General information
- Type: Twin-engine fighter
- National origin: France
- Manufacturer: Chantiers aéronavals Étienne Romano
- Designer: Etienne Romano
- Primary user: French Air Force (intended)
- Number built: 1

History
- First flight: 30 March 1938

= Romano R.110 =

Twin engine 3 seat fighter aircraft

The Romano R.110 was a twin-engine 3-seat fighter aircraft, designed by Etienne Romano in the 1930s. A single prototype was built, but it was not successful, the Potez 630 being preferred.
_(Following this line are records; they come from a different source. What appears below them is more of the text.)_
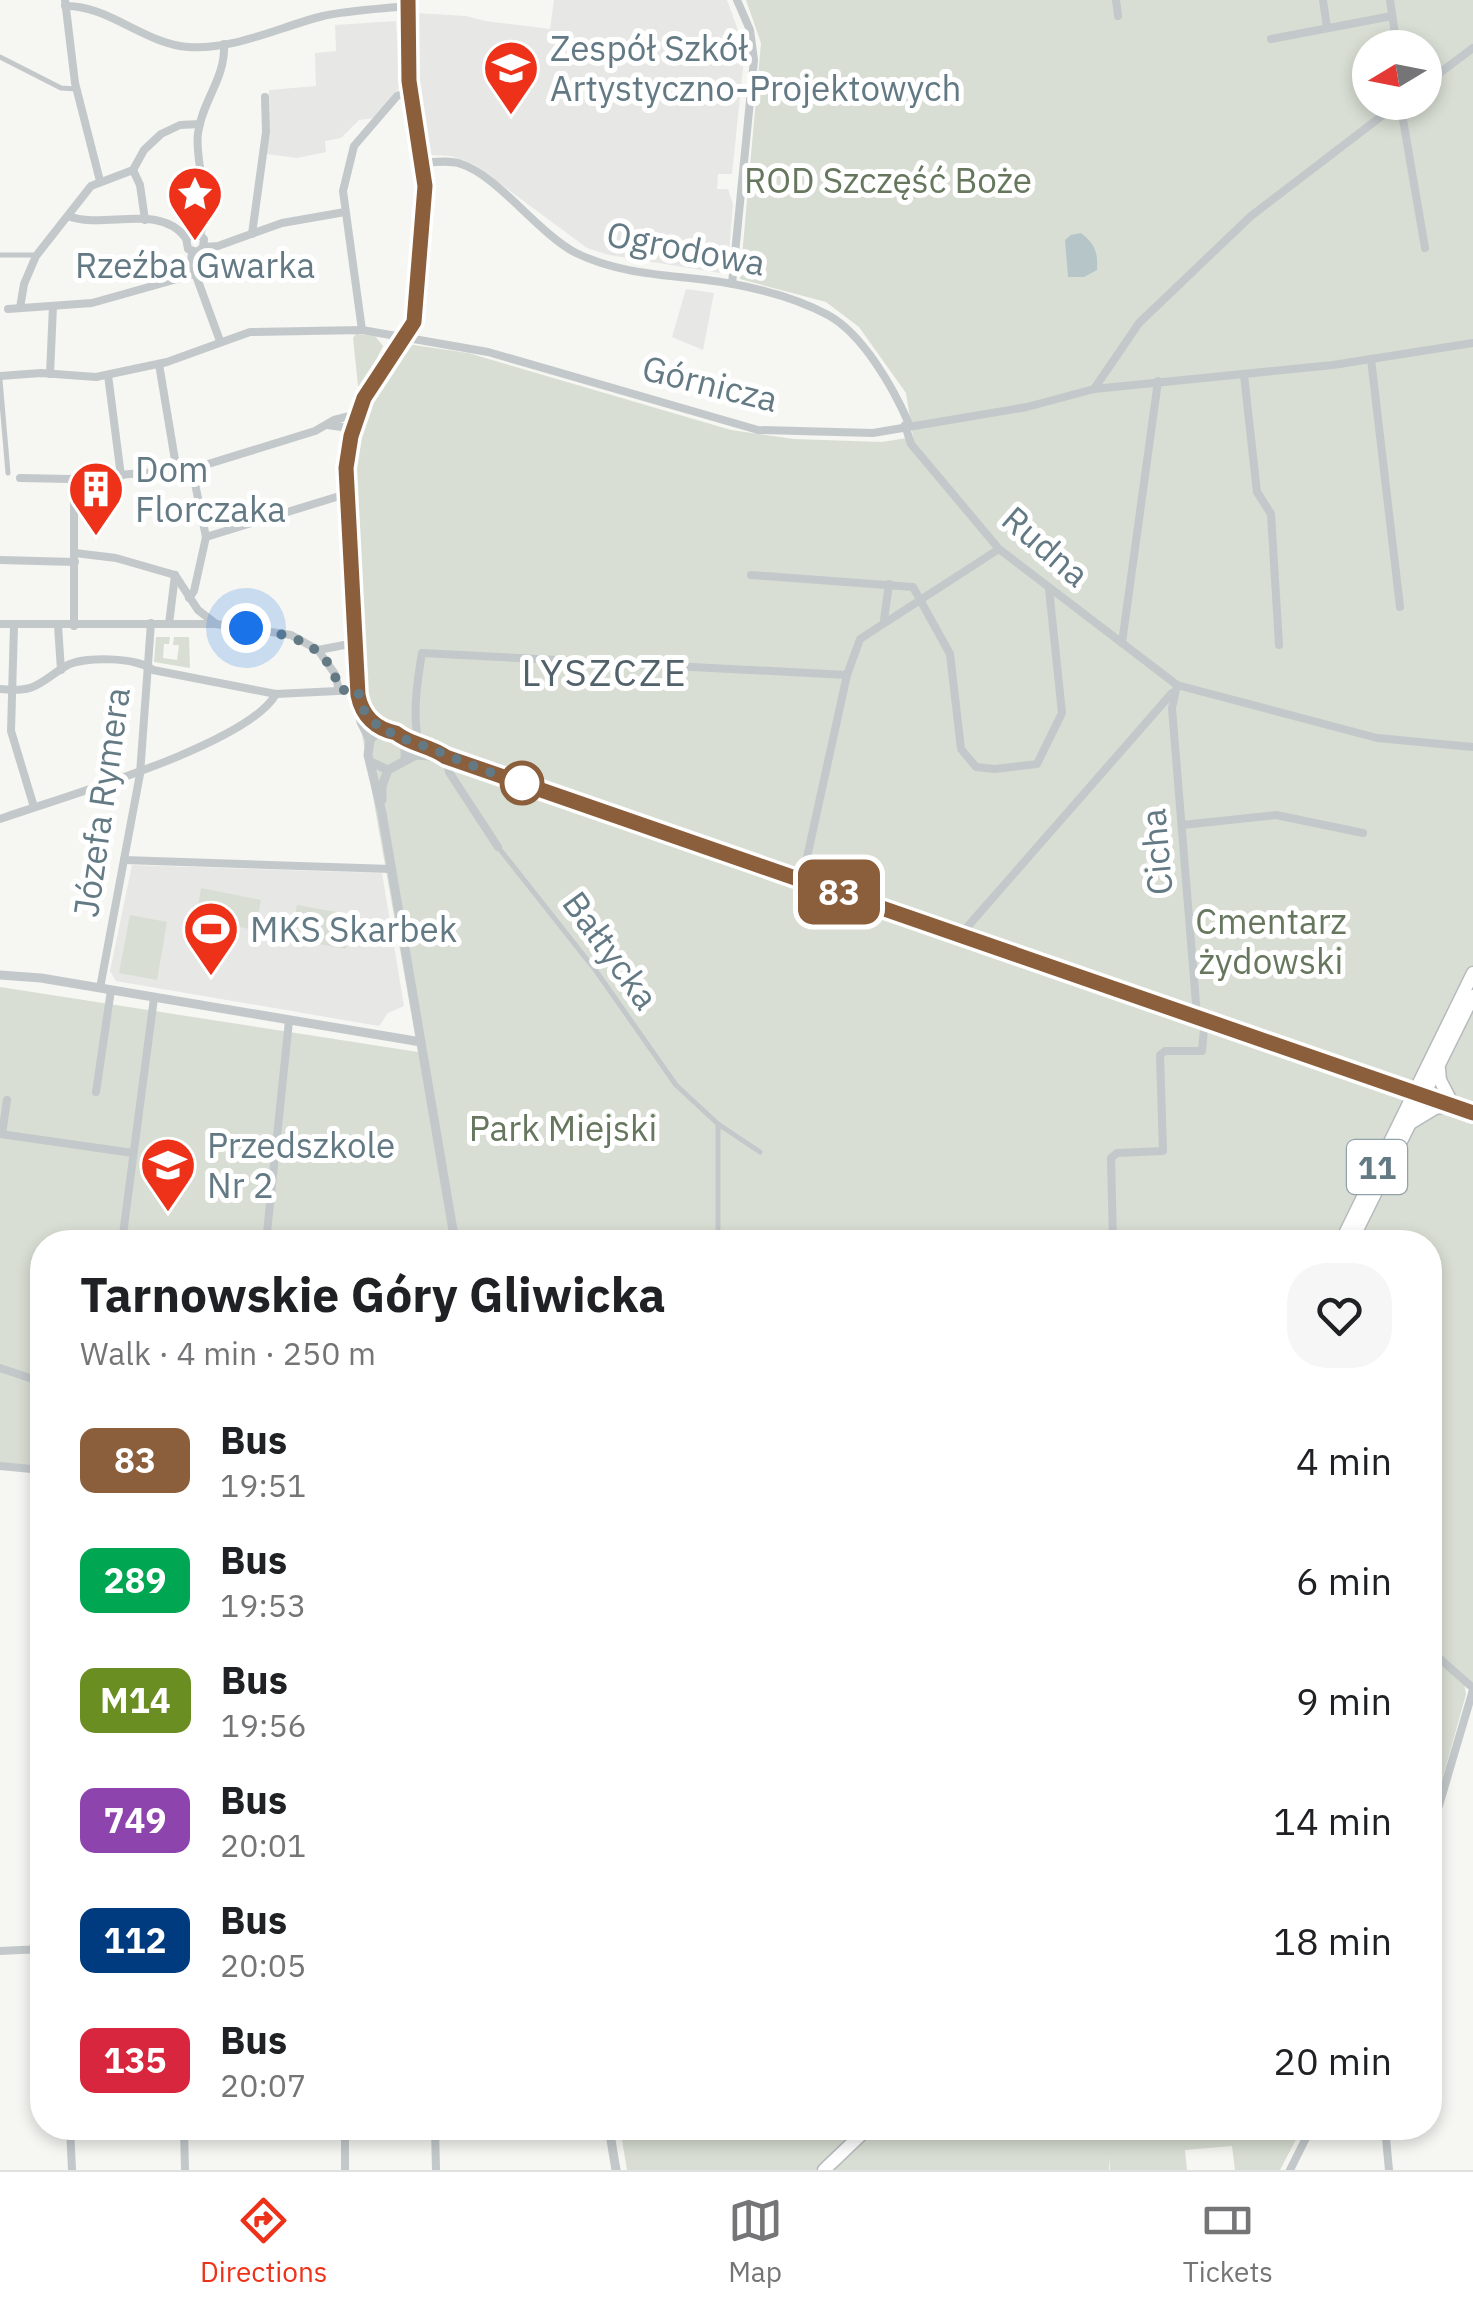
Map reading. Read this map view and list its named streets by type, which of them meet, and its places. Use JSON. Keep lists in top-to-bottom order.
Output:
{
  "streets": {
    "highway": ["11"],
    "street": [
      "Ogrodowa",
      "Górnicza",
      "Rudna",
      "Józefa Rymera",
      "Cicha",
      "Bałtycka"
    ]
  },
  "crossings": [
    ["Ogrodowa", "Górnicza"],
    ["Ogrodowa", "Rudna"],
    ["Górnicza", "Rudna"],
    ["Rudna", "Cicha"]
  ],
  "districts": ["LYSZCZE"],
  "parks": ["ROD Szczęść Boże", "Cmentarz żydowski", "Park Miejski"],
  "places": {
    "school or university": ["Zespół Szkół Artystyczno-Projektowych", "Przedszkole Nr 2"],
    "place": ["Rzeźba Gwarka"],
    "building": ["Dom Florczaka"],
    "sports": ["MKS Skarbek"]
  },
  "lines": ["bus line 83"],
  "north": "left",
  "page": {
    "on_map": "83",
    "heading": ["Tarnowskie Góry Gliwicka", "Walk · 4 min · 250 m"],
    "list": [
      {
        "mark": "83",
        "name": "Bus",
        "note": "19:51",
        "value": "4 min"
      },
      {
        "mark": "289",
        "name": "Bus",
        "note": "19:53",
        "value": "6 min"
      },
      {
        "mark": "M14",
        "name": "Bus",
        "note": "19:56",
        "value": "9 min"
      },
      {
        "mark": "749",
        "name": "Bus",
        "note": "20:01",
        "value": "14 min"
      },
      {
        "mark": "112",
        "name": "Bus",
        "note": "20:05",
        "value": "18 min"
      },
      {
        "mark": "135",
        "name": "Bus",
        "note": "20:07",
        "value": "20 min"
      }
    ],
    "tabs": ["Directions", "Map", "Tickets"]
  }
}
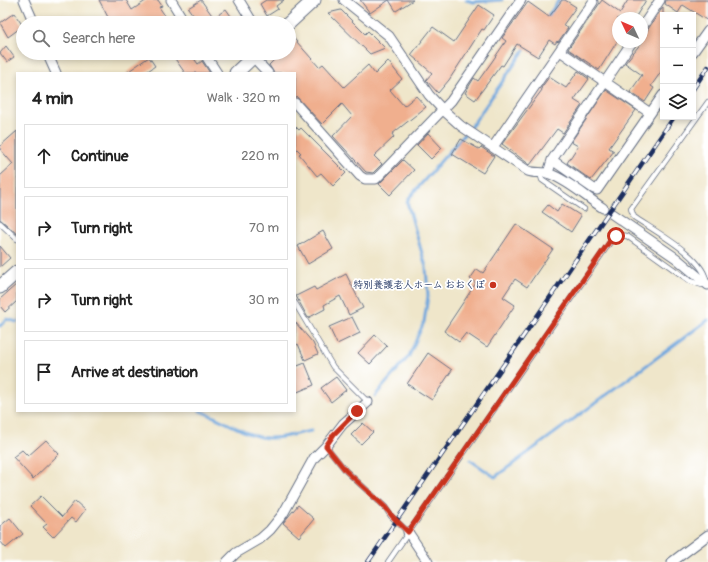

==Design and description==
On 31 October 1934 the French Air Ministry released a specification for a twin-engine multi-seat fighter aircraft, which would be required to fulfil several roles. A three seat version (C3 under the French designation scheme) would be used to command formations of smaller single-engine fighters, while two seat versions would be used to daylight bomber escort and attack (C2) or as night-fighters (CN2). Bids were received from a number of aircraft designers, including Breguet Aviation (the 690), Hanriot (the H.220), Potez (the 630) and Romano. The Romano design, the R.110, was a low-winged monoplane with a retractable tailwheel undercarriage. It was of mixed wood and metal construction, and was powered by two 450 hp Renault 12R-02 air-cooled V-12 engines. It carried the specified armament of two fixed 20 mm cannon and a single flexibly mounted 7.5 mm machine gun.

Construction of the prototype was relatively slow and it did not fly until 30 March 1938. By this time, the Potez 630 (which had first flown in 1936) had already been chosen to meet the requirement and was about to enter production, so development of the R.110 was abandoned.